Action item:
When a line of the entries contains "absolute", please list that line.

#### Data ####

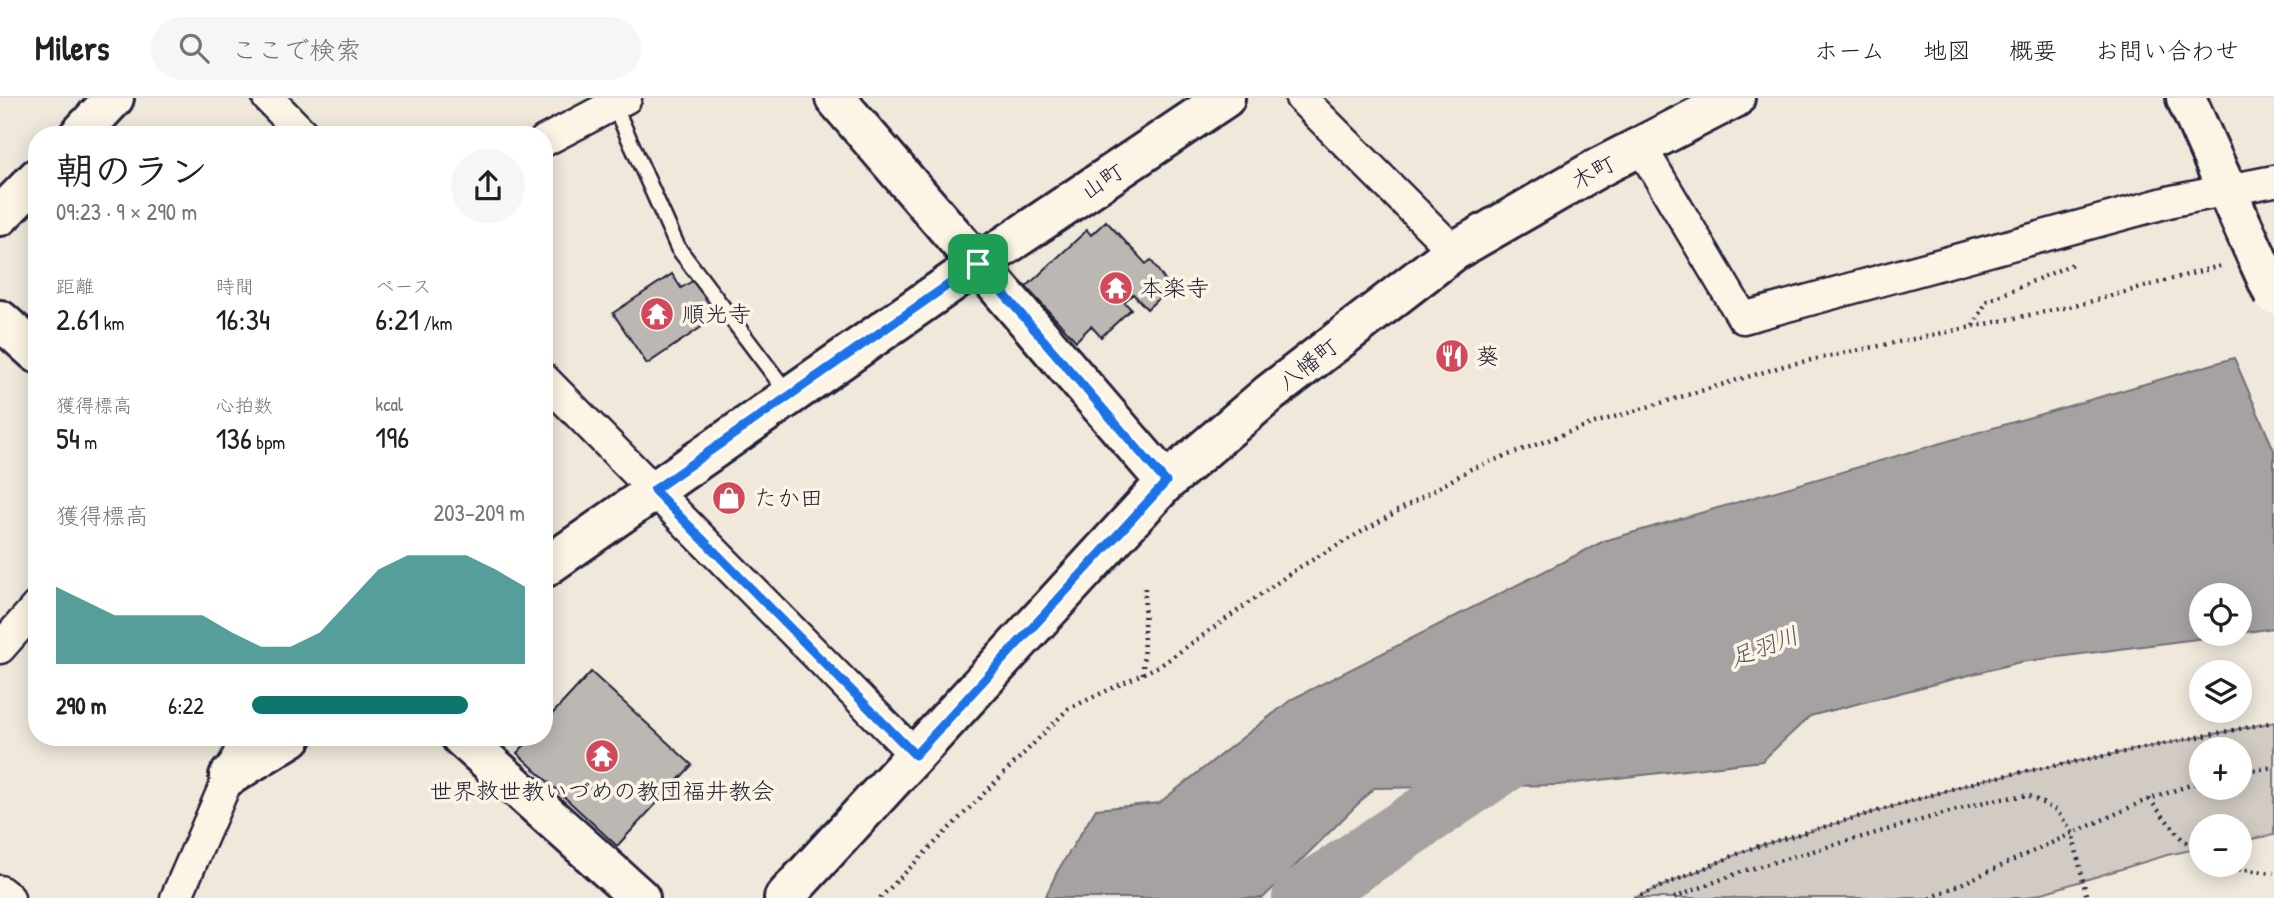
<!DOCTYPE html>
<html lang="ja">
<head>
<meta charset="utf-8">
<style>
  body { margin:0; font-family:"Patrick Hand","Klee One",sans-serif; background:#f6f6f6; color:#202124; height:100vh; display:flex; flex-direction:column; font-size:26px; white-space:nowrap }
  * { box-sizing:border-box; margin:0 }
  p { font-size:23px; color:#757577 }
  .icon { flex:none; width:38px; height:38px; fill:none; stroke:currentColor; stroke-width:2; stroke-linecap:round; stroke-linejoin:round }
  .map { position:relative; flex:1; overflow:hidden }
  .sheet { position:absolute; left:28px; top:28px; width:525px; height:620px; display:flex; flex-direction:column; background:#fff; border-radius:28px; box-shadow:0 4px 18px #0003 }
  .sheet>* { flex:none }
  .buttons { position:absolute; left:2189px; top:485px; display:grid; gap:14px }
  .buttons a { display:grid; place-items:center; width:63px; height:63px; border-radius:50%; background:#fff; box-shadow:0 4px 18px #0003; font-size:35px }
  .pin { position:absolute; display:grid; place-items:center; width:60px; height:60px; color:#fff; margin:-30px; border-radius:14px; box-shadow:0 4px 10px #0006 }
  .round { display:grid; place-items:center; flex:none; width:74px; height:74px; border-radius:37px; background:#f6f6f6 }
  .summary { display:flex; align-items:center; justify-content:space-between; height:119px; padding:0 28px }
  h1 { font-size:38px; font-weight:600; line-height:52px }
  .figures { display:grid; grid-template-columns:repeat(3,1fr); gap:10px; height:119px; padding:7px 28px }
  .figures div { display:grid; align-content:center }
  .figures b { font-size:30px; font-weight:600 }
  .figures small { font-size:19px; font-weight:400 }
  .figures p { font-size:19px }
  .chart { height:196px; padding:14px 28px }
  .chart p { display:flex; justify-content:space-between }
  .chart svg { width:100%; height:126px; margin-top:7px; fill:#0f766e; opacity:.7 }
  ul { padding:0 28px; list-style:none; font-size:23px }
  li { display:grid; grid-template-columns:112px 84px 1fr; align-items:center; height:52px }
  li i { height:18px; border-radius:9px; background:#0f766e }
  header { display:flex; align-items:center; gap:42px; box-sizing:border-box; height:98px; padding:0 35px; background:#fff; border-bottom:2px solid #e0e0e0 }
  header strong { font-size:33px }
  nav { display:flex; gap:38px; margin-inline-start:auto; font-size:24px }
  .search { width:490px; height:63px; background:#f6f6f6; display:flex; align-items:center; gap:18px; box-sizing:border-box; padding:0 24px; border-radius:38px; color:#757577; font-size:26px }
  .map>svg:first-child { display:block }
</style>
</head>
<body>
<header>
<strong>Milers</strong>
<div class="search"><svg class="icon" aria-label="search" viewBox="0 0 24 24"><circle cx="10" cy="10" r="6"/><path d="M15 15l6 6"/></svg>ここで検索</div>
<nav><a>ホーム</a><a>地図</a><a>概要</a><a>お問い合わせ</a></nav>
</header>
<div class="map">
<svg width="2274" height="800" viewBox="0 0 2274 800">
  <rect width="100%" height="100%" fill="#efe8db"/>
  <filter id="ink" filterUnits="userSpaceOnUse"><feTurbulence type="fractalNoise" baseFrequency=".0143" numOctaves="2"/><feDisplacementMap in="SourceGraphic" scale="14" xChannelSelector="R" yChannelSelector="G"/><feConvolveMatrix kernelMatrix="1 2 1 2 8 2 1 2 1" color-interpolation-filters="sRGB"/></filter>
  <g filter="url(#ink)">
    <!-- green -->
    <path fill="#d1cbc3" stroke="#7a767f" stroke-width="2" fill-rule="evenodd" d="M2274,624V737L2240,743V728H2202L2201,750L2167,757L2026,800H1634L1752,750L1983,682ZM2202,651H2240V690H2202Z"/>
    <!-- water -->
    <path fill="#a6a2a2" stroke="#716f79" stroke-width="2" d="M2234,260L2274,352V530L2240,535V497H2202V536H2235L2020,564L1810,618L1762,663L1558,687L1374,690L1263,800H1045L1057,774L1096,711L1159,705L1292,601L1604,443Z"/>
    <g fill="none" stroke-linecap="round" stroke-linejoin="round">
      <!-- river -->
      <path stroke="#a6a2a2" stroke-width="60" d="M1302,800L1535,644"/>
    </g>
    <!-- building -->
    <path fill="#bcb7b3" stroke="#22223b" stroke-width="2" d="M1106,123L1146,166L1151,162L1170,190L1147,211L1133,196L1124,204L1131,211L1101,239L1091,228L1076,243L1026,189L1087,132L1091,137Z
      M672,176L681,190L694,182L712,209L701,217L706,226L647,266L613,215Z
      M591,574L692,667L617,748L517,655L532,639H544V625Z"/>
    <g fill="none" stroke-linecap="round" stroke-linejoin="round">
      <!-- lane casing -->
      <g stroke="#22223b" stroke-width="19">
        <path id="lane" d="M614,7L678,150L789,297"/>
      </g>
      <!-- street casing -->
      <g stroke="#22223b" stroke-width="35">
        <path id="street" d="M268,0L304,37
          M1301,0L1454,153
          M544,43L626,0
          M1641,49L1743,220L2172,103L2274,83
          M544,281L915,657
          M0,550L37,508
          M0,793L9,800
          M176,800L246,639"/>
      </g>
      <!-- secondary casing -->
      <g stroke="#22223b" stroke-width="44">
        <path id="secondary" d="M835,0L1166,384
          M79,37L114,0
          M0,118L37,80
          M0,222L37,255
          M544,470L978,166L1225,0
          M461,639L640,800
          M229,678L292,639
          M784,800L1166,384L1270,295L1454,153L1598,70L1735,0"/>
      </g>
      <!-- primary casing -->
      <g stroke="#22223b" stroke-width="44">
        <path id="primary" d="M2186,0L2236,113"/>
      </g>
      <!-- path -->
      <path stroke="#22223b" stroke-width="4.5" stroke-dasharray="2 5" stroke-linecap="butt" d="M1973,228L1987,203L2075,165
        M1143,576L1145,488
        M2240,674L2274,669
        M2149,701L2182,741L2202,755
        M2219,766L2225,770L2274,775
        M880,800L1068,611L1161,567L1298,470L1471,371L1591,326L1787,267L2078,207L2223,167
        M1634,800L1752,750L1983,682L2274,624
        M1674,800L1743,773L1988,703L2028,697L2057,713L2072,734L2087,800
        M1930,800L2144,703L2202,683"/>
      <!-- lane -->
      <use href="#lane" stroke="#fcf5e5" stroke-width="14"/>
      <!-- street -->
      <use href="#street" stroke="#fcf5e5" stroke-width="30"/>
      <!-- secondary -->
      <use href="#secondary" stroke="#fcf5e5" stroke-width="38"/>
      <!-- primary -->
      <use href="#primary" stroke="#fcf5e5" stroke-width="38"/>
      <!-- primary-bridge casing -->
      <g stroke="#22223b" stroke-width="44" stroke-linecap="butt">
        <path id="primary-bridge" d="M2236,113L2274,197"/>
      </g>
      <!-- primary-bridge -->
      <use href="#primary-bridge" stroke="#fcf5e5" stroke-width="38"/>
    </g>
  </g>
  <g fill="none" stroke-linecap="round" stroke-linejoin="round" filter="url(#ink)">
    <!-- route casing -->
    <g stroke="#fff" stroke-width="14">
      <path id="route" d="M978,166L1166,384L915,657L654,392Z"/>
    </g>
    <!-- route -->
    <use href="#route" stroke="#1a73e8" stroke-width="9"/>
  </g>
  <!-- icons -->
  <defs>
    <g id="temple-disc" transform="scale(1.75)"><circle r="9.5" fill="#d1495b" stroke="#fcf5e5"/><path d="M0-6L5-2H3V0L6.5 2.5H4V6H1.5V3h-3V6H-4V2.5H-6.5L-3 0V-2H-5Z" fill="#fff"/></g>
    <g id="restaurant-disc" transform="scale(1.75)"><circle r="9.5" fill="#d1495b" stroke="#fcf5e5"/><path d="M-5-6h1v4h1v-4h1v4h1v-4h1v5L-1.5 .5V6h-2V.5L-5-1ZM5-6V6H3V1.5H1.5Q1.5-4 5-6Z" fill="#fff"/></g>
    <g id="shop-disc" transform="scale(1.75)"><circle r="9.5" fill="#d1495b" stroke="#fcf5e5"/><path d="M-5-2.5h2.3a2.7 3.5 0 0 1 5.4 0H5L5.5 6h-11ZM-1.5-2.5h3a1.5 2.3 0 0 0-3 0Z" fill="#fff"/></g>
  </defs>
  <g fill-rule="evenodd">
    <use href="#temple-disc" x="1116" y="190"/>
    <use href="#temple-disc" x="657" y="216"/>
    <use href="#restaurant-disc" x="1452" y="258"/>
    <use href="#shop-disc" x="729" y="400"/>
    <use href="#temple-disc" x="602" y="658"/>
  </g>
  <g text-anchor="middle" stroke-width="7" stroke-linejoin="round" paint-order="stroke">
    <!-- street labels -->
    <g font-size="23" fill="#22223b" stroke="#fcf5e5">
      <text transform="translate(1593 74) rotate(-29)" y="8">木町</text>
      <text transform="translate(1102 83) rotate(-34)" y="8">山町</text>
      <text transform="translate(1308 266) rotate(-38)" y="8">八幡町</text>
    </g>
    <!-- poi labels -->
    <g font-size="23" fill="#22223b" stroke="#fcf5e5" text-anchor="start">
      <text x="1140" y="198">本楽寺</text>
      <text x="682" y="224">順光寺</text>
      <text x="1476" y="266">葵</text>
      <text x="754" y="408">たか田</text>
      <text x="602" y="701" text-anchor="middle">世界救世教いづめの教団福井教会</text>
    </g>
    <!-- water labels -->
    <g font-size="24" font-style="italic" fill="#575564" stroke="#fcf5e5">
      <text transform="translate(1764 549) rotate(-21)" y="8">足羽川</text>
    </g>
  </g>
</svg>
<div class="buttons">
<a><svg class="icon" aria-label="locate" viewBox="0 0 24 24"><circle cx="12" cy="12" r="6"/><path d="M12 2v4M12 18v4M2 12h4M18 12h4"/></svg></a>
<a><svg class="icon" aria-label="layers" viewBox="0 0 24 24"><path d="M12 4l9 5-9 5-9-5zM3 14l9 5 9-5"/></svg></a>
<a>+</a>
<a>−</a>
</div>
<div class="pin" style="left:978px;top:166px;background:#1e9e55"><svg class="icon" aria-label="arrive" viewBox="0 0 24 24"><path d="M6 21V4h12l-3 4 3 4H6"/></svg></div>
<section class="sheet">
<div class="summary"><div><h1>朝のラン</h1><p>09:23 · 9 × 290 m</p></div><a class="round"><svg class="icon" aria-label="share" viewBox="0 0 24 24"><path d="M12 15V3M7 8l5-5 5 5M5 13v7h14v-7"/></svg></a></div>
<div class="figures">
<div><p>距離</p><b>2.61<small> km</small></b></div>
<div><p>時間</p><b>16:34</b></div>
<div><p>ペース</p><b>6:21<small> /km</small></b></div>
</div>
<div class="figures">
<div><p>獲得標高</p><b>54<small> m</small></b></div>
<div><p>心拍数</p><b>136<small> bpm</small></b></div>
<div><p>kcal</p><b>196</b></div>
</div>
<div class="chart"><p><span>獲得標高</span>203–209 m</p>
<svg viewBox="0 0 160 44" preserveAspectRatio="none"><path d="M0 44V17L10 22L20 27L30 27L40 27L50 27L60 33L70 38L80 38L90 33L100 22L110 11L120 6L130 6L140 6L150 11L160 17V44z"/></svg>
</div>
<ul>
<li><b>290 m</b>6:22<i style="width:79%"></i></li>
</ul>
</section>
</div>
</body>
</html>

####

Problem solution:
  .sheet { position:absolute; left:28px; top:28px; width:525px; height:620px; display:flex; flex-direction:column; background:#fff; border-radius:28px; box-shadow:0 4px 18px #0003 }
  .buttons { position:absolute; left:2189px; top:485px; display:grid; gap:14px }
  .pin { position:absolute; display:grid; place-items:center; width:60px; height:60px; color:#fff; margin:-30px; border-radius:14px; box-shadow:0 4px 10px #0006 }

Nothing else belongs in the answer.